Frohes neues Jahr wünsche ich dir.
Das wünsche ich dir auch und vor allem Gesundheit. In unserem Alter ist das ja das Wichtigste.
Matthias – ich bin leider nicht optimistisch. Ich habe das Gefühl, 2026 wird genauso scheiße wie 2025, vielleicht noch schlimmer.
Ja. Aber wenn die Nacht am dunkelsten ist, ist es kurz vor Sonnenaufgang, sagt ein Sprichwort. Selma Lagerlöf hat so etwas Ähnliches gesagt. Es kann ja nicht mehr schlimmer werden. Jetzt werden sich die Widerstandskräfte allmählich bilden und die Leute werden allmählich aufwachen.
Ich glaube, es wird ein sehr turbulentes Jahr werden. Die CDU wird Merz irgendwann in diesem Jahr absäbeln. Ich halte die Widerstandskräfte des Volkes – des großen Lümmels, wie Heinrich Heine es genannt hat – für intakt und für eine verlässliche Größe.
Aber kannst du dich erinnern an den Moment, als Merkel dann endlich von alleine gegangen ist? Zehn Jahre lang wurde gefragt, wann ist sie endlich weg? Vor diesen zehn Jahren waren manche sogar ganz zufrieden mit ihr. Sie hat halt nicht genervt. Alles war okay, jeder hat sein Ding gemacht. Dann fing das mit der Massenzuwanderung an, die Ampel hat übernommen und dann kam Merz und wurde doch sogar noch gefeiert.
Ich habe ja auch gedacht, Merz wird es rumreißen. Aber er ist halt tatsächlich eine Politpflanze, die in diesem Milieu großgezogen worden ist, mit einem Opportunismus, der zu einer politischen Karriere gehört. Dann diese Zwischenpause da bei BlackRock – ich glaube nicht, dass er da wirtschaften gelernt hat. Da hat wohl eher sein Adressbuch eine Rolle gespielt.
Wenn wir vom Volk reden, dann muss ich auch sagen, bin ich erstaunt, wie passiv und widerstandslos es ist oder war. Aber jetzt verschwinden die Arbeitsplätze! 30.000 Stellen im Volkswagenkonzern werden gestrichen, weitere Zigtausend anderswo – Stuttgart geht pleite, weil Mercedes keine Steuern mehr zahlt! Es wird so eng werden, dass ich sogar mit einem gewaltsamen Ausbruch rechne.
Aber haben wir das nicht alles schon vor Jahren fast genau so gesagt?
Ja, aber irgendwann ist der Punkt erreicht.
Dieser Satz: „Irgendwann ist der Punkt erreicht.“ Der dröhnt mir in den Ohren.
Ja, aber die realen Bedingungen haben sich ja verschlechtert.
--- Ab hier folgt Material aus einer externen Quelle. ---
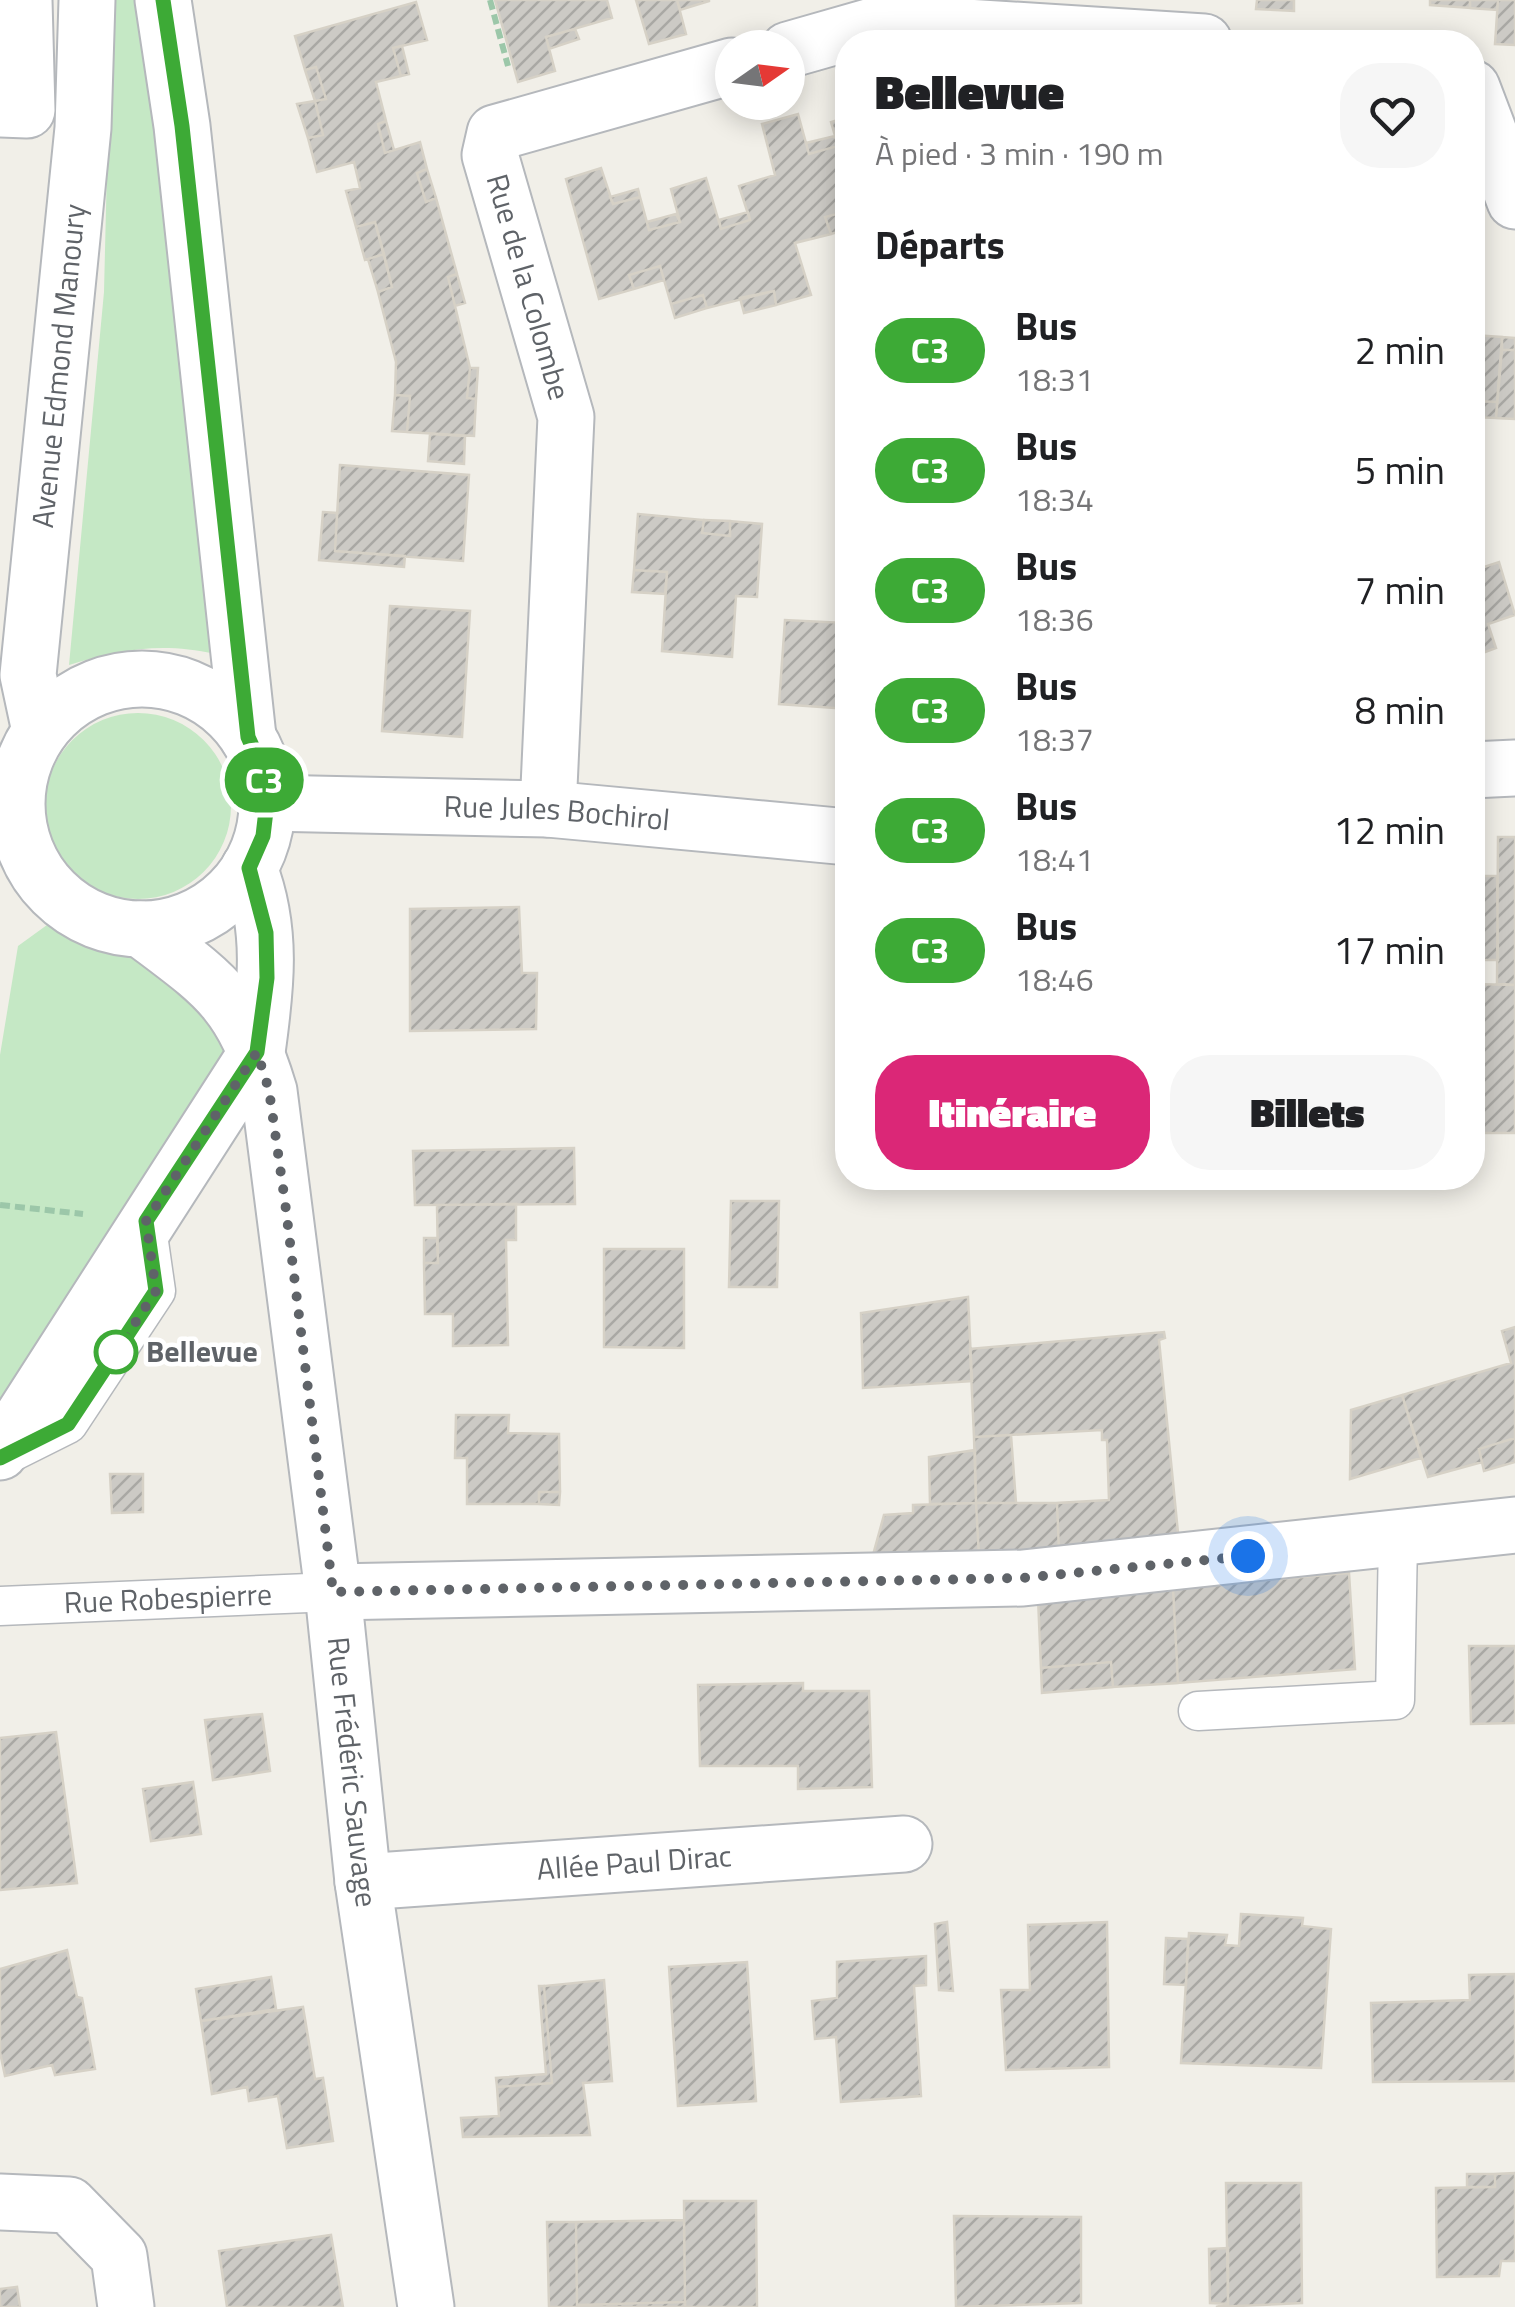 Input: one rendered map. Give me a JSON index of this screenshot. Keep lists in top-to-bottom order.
{
  "streets": {
    "street": [
      "Rue de la Colombe",
      "Avenue Edmond Manoury",
      "Rue Jules Bochirol",
      "Rue Frédéric Sauvage",
      "Allée Paul Dirac"
    ],
    "lane": ["Rue Robespierre"]
  },
  "crossings": [
    ["Rue de la Colombe", "Rue Jules Bochirol"],
    ["Avenue Edmond Manoury", "Rue Jules Bochirol"],
    ["Avenue Edmond Manoury", "Rue Frédéric Sauvage"],
    ["Rue Jules Bochirol", "Rue Frédéric Sauvage"],
    ["Rue Robespierre", "Rue Frédéric Sauvage"],
    ["Rue Frédéric Sauvage", "Allée Paul Dirac"]
  ],
  "places": ["Bellevue"],
  "lines": ["bus line C3"],
  "north": "right",
  "page": {
    "on_map": "C3",
    "heading": [
      ["Bellevue", "À pied · 3 min · 190 m"],
      "Départs"
    ],
    "list": [
      {
        "mark": "C3",
        "name": "Bus",
        "note": "18:31",
        "value": "2 min"
      },
      {
        "mark": "C3",
        "name": "Bus",
        "note": "18:34",
        "value": "5 min"
      },
      {
        "mark": "C3",
        "name": "Bus",
        "note": "18:36",
        "value": "7 min"
      },
      {
        "mark": "C3",
        "name": "Bus",
        "note": "18:37",
        "value": "8 min"
      },
      {
        "mark": "C3",
        "name": "Bus",
        "note": "18:41",
        "value": "12 min"
      },
      {
        "mark": "C3",
        "name": "Bus",
        "note": "18:46",
        "value": "17 min"
      }
    ],
    "buttons": ["Itinéraire", "Billets"]
  }
} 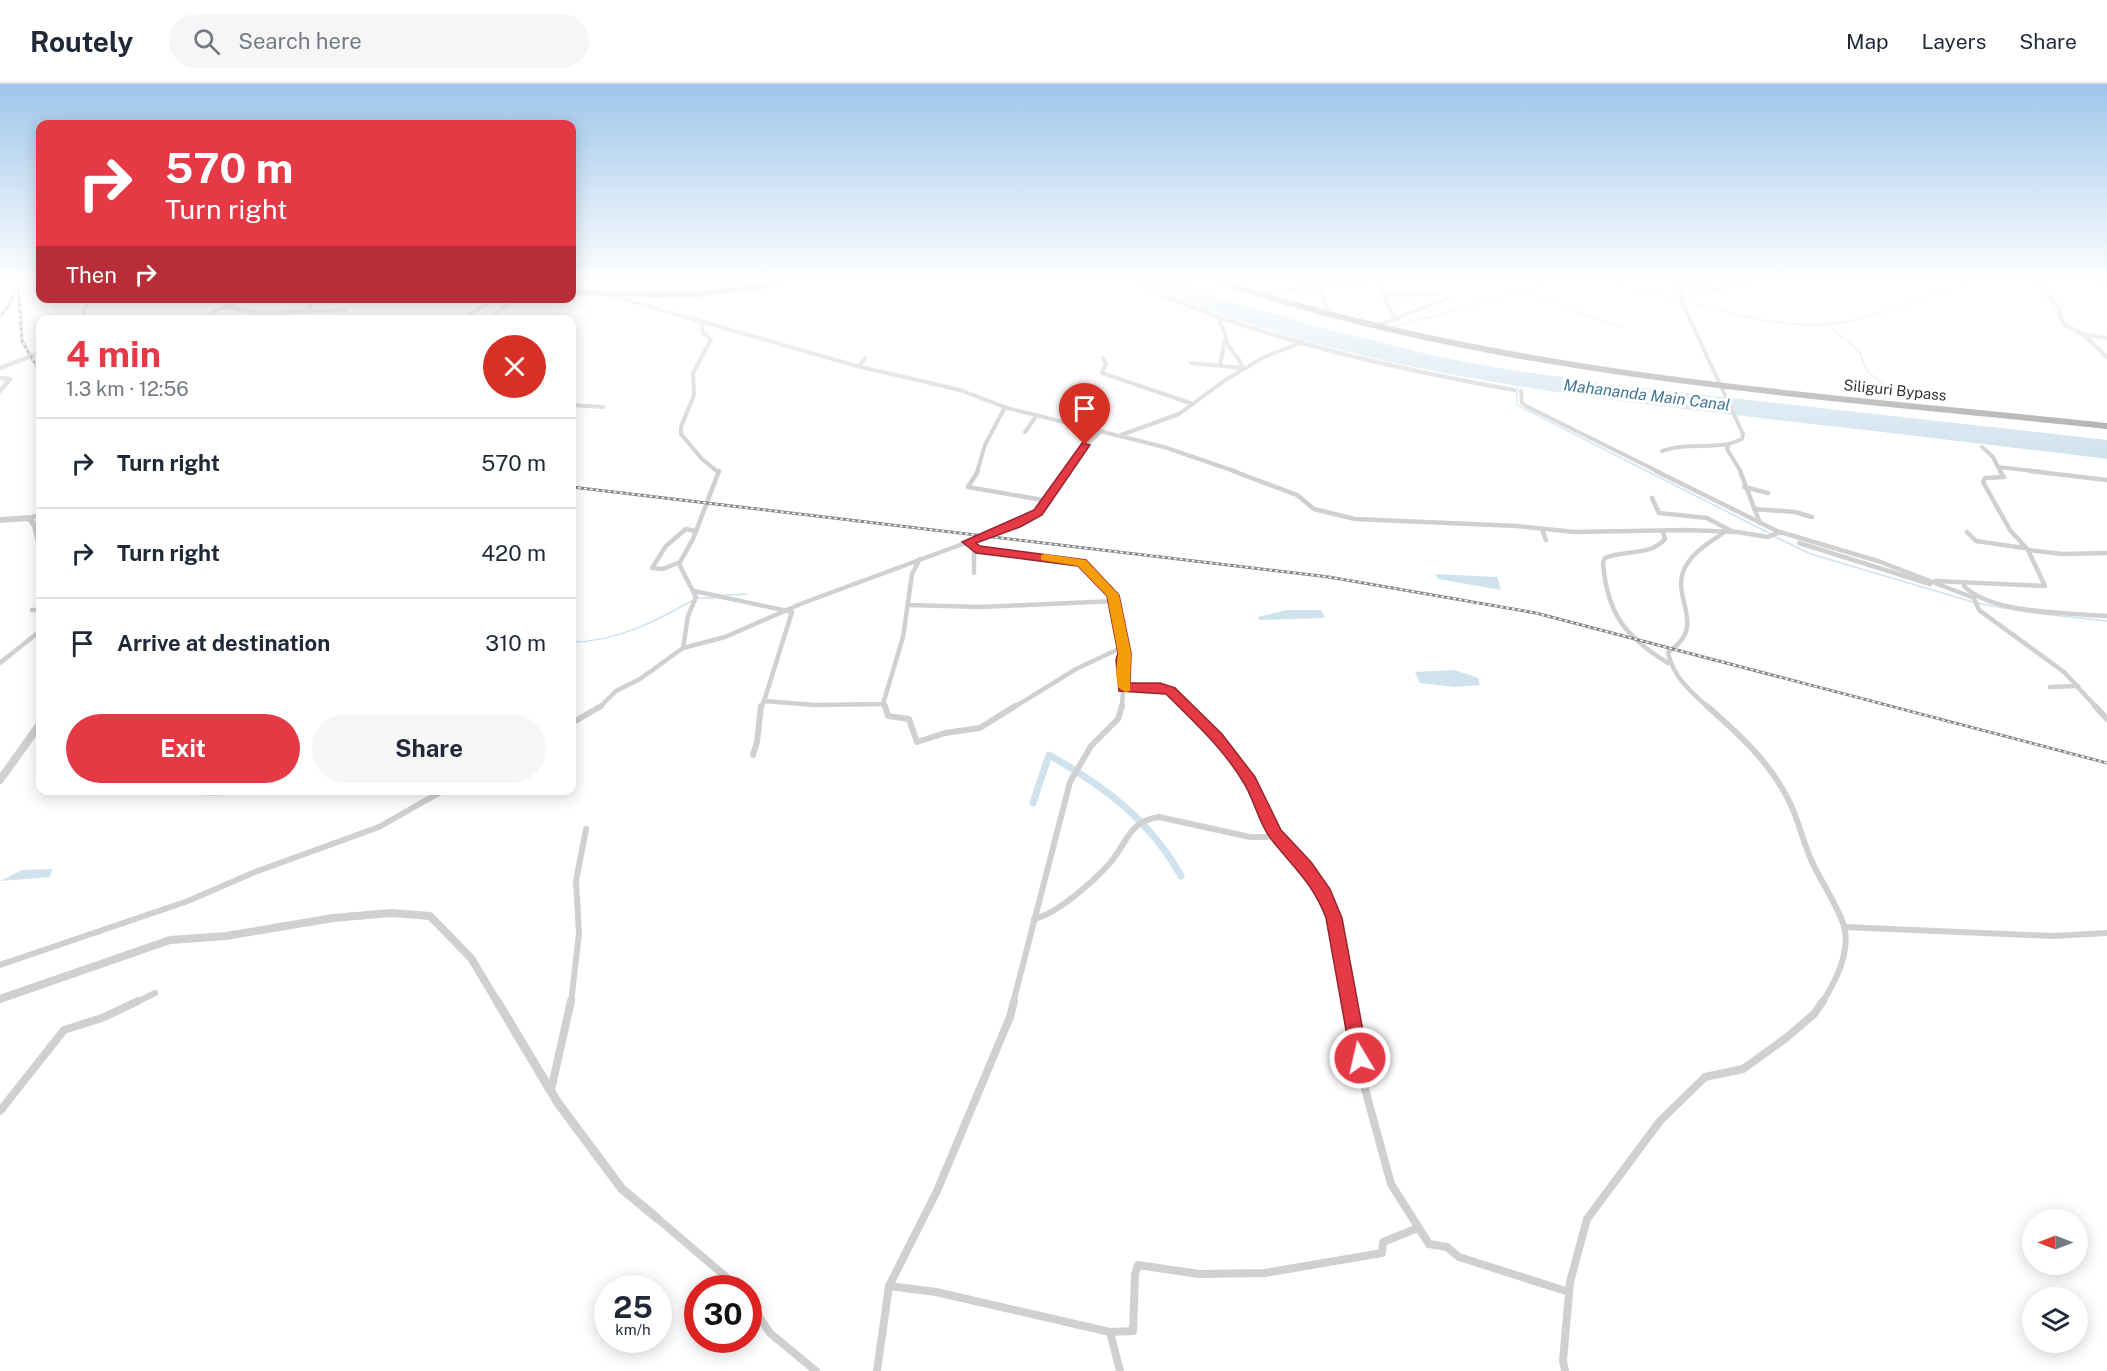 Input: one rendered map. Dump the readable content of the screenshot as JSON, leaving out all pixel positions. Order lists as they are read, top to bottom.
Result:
{
  "streets": {
    "highway": ["Siliguri Bypass"]
  },
  "water": ["Mahananda Main Canal"],
  "north": "left",
  "page": {
    "header": "Routely",
    "search": "Search here",
    "nav": ["Map", "Layers", "Share"],
    "turn": ["570 m", "Turn right"],
    "then": "Then",
    "heading": ["4 min", "1.3 km · 12:56"],
    "list": [
      {
        "name": "Turn right",
        "value": "570 m"
      },
      {
        "name": "Turn right",
        "value": "420 m"
      },
      {
        "name": "Arrive at destination",
        "value": "310 m"
      }
    ],
    "buttons": ["Exit", "Share"],
    "speed": "25 km/h",
    "limit": "30"
  }
}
Die Realität ist konservativ. Die Realität ist rechts. Und das werden die Leute jetzt zunehmend erkennen. Und die einzigen, die ein Programm haben, das diesen Absturz Deutschlands noch auffangen kann, ist nun mal die AfD, die nicht an diesen Klimazauber glaubt. Und die natürlich die illegale Migration beenden wird. Zumindest hat sie sich das vorgenommen. Ob sie es dann umsetzen wird und ob sie überhaupt in die politische Entscheidung gerufen wird, weiß man nicht. Aber ich glaube, jetzt ist der Knackpunkt erreicht.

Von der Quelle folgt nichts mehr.